Task statement: The lines below starting at the line containing "For a GIS import: Read" and ending at the line containing "Task: Extract the" are to be repeated exactly, with both ends kept and nothing else added.

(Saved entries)
# # # # #
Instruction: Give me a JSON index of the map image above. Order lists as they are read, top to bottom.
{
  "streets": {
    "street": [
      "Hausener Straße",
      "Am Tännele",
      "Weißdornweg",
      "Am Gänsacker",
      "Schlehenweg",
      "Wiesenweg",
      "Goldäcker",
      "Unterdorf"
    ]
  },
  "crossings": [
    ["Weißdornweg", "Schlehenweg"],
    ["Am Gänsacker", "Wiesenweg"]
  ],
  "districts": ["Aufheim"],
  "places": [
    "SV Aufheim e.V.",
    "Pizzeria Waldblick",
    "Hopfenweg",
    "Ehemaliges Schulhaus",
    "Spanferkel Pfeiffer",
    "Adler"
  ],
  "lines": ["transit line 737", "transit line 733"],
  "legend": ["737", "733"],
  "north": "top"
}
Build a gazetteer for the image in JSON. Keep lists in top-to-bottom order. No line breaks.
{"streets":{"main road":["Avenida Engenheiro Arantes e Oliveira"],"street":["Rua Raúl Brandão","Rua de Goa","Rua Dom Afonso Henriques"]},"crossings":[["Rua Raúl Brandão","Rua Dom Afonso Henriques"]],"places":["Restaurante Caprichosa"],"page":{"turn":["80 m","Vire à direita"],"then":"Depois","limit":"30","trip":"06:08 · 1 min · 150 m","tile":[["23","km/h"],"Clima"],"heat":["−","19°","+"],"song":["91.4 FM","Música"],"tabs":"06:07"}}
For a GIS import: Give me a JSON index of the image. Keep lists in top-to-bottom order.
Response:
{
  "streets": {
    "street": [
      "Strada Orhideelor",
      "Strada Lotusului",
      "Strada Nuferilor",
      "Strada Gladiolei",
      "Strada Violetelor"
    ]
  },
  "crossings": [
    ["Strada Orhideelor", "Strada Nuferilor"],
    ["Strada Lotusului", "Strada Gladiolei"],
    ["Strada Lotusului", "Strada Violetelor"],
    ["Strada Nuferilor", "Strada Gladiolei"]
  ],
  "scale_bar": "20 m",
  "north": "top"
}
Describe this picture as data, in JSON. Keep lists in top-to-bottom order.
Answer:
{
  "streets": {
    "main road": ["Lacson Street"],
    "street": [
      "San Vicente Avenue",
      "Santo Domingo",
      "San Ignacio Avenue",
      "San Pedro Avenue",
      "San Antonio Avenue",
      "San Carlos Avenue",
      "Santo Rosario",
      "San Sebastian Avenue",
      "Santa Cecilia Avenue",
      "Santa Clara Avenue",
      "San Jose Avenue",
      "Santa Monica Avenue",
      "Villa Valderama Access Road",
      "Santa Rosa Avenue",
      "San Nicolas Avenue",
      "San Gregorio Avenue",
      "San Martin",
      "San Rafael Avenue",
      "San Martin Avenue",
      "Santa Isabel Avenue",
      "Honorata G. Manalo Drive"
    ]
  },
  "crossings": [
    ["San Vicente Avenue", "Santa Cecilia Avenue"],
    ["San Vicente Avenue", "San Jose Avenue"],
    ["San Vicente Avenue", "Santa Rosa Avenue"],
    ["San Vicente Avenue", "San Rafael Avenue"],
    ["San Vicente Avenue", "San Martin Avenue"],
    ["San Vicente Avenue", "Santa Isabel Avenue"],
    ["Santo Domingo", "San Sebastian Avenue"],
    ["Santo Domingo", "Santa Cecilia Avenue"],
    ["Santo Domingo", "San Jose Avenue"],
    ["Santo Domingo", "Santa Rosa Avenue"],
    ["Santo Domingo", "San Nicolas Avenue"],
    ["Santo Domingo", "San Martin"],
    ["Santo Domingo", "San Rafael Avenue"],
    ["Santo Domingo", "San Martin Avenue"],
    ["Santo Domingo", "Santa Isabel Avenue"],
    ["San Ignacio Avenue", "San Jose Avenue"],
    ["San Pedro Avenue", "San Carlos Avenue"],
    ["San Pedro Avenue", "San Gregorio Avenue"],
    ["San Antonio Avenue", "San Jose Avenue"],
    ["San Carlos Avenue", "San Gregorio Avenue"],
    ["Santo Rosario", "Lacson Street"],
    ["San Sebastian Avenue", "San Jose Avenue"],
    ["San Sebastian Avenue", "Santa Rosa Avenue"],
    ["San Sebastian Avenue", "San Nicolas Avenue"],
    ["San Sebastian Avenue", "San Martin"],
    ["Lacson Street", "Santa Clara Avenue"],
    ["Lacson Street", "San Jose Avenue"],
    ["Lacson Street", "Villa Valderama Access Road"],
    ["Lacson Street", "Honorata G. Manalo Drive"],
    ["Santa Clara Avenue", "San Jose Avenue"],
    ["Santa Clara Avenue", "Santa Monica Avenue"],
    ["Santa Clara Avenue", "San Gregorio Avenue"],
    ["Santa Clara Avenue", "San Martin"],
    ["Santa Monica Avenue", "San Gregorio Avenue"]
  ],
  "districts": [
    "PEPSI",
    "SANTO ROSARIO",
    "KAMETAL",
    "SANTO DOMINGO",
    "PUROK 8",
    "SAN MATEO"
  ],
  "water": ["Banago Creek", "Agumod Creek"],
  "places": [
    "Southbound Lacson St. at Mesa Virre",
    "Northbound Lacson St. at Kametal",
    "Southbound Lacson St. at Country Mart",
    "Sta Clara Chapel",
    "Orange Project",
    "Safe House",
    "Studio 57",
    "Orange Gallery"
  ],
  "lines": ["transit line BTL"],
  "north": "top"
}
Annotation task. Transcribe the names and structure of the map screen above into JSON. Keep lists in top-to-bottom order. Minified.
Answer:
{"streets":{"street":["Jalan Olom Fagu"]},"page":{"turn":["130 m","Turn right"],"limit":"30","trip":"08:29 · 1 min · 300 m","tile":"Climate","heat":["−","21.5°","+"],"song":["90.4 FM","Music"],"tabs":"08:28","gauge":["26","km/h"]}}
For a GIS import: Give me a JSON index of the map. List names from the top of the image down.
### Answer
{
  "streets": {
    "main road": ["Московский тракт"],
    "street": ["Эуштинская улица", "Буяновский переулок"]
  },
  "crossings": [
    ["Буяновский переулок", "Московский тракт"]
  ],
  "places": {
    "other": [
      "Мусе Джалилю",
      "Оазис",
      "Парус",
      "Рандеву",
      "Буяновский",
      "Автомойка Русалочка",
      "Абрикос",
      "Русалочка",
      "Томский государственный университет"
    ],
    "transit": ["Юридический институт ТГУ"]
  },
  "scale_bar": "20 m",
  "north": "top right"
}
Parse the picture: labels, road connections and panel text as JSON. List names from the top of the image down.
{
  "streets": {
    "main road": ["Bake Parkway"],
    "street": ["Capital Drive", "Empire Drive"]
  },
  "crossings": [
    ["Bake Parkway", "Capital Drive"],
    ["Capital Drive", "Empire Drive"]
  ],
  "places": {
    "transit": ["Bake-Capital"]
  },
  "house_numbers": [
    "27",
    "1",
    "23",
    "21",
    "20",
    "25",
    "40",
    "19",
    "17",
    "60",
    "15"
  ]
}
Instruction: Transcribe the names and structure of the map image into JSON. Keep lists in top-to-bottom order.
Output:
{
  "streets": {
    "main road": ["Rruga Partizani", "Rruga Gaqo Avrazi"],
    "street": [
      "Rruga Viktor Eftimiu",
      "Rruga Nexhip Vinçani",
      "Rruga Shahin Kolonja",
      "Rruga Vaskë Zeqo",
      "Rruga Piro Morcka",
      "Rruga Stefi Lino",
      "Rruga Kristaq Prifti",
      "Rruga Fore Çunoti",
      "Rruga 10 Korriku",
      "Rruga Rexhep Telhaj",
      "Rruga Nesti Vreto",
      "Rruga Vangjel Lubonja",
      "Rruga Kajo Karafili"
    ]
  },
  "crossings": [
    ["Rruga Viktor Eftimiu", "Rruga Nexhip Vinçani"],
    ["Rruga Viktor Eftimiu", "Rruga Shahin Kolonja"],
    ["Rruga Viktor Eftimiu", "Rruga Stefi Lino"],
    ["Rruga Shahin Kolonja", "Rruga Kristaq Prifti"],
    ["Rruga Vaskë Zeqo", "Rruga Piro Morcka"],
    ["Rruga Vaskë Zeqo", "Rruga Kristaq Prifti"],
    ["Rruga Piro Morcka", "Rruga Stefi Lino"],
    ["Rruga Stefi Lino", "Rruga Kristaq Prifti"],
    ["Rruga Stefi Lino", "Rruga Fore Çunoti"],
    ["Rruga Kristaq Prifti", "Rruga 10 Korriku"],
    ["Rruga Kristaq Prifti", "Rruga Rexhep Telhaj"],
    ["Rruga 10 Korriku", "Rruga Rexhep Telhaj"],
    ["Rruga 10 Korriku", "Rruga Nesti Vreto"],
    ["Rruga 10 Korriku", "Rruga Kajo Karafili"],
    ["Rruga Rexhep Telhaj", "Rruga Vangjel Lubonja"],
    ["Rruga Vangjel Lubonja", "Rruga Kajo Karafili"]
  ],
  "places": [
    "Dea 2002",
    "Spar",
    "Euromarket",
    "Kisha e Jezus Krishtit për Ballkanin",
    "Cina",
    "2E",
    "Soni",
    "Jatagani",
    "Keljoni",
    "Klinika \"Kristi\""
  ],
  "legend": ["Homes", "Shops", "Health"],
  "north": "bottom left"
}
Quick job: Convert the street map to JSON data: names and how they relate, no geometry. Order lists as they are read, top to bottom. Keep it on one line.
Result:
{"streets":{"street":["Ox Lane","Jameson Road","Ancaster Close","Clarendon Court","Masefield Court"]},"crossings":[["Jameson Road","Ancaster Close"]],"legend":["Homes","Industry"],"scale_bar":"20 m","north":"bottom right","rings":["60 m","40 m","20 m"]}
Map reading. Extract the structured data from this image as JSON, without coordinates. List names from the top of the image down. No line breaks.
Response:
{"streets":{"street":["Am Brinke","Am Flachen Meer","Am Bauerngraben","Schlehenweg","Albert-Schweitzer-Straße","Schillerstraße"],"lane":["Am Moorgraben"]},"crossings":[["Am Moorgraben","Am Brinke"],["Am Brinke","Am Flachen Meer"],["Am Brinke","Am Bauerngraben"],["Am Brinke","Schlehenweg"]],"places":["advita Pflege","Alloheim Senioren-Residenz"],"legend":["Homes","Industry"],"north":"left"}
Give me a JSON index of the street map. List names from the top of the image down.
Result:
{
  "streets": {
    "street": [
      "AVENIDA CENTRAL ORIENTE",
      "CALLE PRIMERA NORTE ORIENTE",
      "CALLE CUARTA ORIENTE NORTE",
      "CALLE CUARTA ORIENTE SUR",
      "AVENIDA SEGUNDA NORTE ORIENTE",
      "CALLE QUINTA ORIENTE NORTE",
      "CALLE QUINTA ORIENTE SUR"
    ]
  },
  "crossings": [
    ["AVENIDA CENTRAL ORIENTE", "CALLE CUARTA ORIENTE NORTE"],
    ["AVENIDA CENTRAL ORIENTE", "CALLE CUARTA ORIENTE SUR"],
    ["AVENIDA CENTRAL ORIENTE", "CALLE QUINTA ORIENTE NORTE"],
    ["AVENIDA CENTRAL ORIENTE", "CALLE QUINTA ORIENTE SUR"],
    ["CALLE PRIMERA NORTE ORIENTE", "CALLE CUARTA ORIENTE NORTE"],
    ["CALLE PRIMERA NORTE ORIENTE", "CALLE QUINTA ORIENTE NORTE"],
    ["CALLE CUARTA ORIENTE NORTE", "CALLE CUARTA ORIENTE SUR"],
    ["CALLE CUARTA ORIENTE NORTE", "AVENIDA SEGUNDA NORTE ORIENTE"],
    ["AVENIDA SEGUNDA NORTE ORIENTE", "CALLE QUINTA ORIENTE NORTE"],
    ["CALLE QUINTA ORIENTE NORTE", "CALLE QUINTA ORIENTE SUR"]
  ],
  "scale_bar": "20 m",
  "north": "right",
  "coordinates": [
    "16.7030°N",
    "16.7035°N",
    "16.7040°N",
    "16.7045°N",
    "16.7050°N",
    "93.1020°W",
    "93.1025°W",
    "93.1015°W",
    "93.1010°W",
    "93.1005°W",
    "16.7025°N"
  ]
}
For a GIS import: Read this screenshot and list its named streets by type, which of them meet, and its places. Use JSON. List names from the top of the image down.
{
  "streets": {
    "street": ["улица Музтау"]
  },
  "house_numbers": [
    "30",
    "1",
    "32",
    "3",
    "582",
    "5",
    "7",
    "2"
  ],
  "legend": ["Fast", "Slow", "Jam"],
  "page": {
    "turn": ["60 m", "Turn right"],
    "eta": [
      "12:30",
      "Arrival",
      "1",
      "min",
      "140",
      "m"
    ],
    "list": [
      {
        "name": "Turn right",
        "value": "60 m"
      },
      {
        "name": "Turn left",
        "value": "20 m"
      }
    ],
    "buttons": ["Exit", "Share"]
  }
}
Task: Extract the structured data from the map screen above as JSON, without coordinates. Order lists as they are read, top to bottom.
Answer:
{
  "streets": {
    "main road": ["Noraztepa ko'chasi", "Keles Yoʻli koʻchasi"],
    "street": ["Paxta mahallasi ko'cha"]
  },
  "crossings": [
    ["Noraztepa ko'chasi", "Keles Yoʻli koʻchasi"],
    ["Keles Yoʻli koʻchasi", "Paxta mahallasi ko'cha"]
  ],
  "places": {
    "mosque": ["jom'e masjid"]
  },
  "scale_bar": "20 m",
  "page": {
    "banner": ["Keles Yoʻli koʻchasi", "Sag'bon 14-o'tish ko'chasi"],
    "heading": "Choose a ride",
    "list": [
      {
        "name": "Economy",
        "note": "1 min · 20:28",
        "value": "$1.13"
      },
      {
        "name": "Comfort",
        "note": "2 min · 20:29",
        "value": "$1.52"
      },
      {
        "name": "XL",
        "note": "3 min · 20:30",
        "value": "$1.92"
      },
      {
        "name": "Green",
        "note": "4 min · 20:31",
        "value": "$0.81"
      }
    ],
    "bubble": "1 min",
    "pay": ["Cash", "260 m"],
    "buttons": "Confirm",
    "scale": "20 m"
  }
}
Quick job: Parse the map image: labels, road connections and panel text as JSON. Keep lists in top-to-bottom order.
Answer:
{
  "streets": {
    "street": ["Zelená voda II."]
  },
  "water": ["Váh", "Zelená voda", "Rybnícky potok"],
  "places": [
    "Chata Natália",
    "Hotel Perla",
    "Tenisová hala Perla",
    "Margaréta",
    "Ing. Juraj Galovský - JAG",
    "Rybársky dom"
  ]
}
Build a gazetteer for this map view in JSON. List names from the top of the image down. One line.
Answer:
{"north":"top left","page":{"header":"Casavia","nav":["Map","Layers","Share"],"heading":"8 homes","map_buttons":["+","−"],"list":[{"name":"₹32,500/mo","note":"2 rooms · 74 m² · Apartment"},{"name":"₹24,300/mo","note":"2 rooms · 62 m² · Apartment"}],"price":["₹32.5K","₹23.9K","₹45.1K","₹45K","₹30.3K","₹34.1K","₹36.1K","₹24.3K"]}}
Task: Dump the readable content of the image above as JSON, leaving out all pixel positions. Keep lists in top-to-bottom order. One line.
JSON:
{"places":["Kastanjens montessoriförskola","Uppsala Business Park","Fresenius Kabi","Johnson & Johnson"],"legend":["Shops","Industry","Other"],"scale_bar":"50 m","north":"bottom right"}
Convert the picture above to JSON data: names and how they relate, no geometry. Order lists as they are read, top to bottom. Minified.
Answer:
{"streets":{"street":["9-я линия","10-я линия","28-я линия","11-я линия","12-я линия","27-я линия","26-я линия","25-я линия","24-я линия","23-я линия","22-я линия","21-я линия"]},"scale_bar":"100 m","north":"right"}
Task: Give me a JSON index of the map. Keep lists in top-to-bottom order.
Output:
# # # # #
Written reply:
For a GIS import: Read this screenshot and list its named streets by type, which of them meet, and its places. Use JSON. List names from the top of the image down.
{
  "streets": {
    "street": ["улица Музтау"]
  },
  "house_numbers": [
    "30",
    "1",
    "32",
    "3",
    "582",
    "5",
    "7",
    "2"
  ],
  "legend": ["Fast", "Slow", "Jam"],
  "page": {
    "turn": ["60 m", "Turn right"],
    "eta": [
      "12:30",
      "Arrival",
      "1",
      "min",
      "140",
      "m"
    ],
    "list": [
      {
        "name": "Turn right",
        "value": "60 m"
      },
      {
        "name": "Turn left",
        "value": "20 m"
      }
    ],
    "buttons": ["Exit", "Share"]
  }
}
Task: Extract the structured data from the map screen above as JSON, without coordinates. Order lists as they are read, top to bottom.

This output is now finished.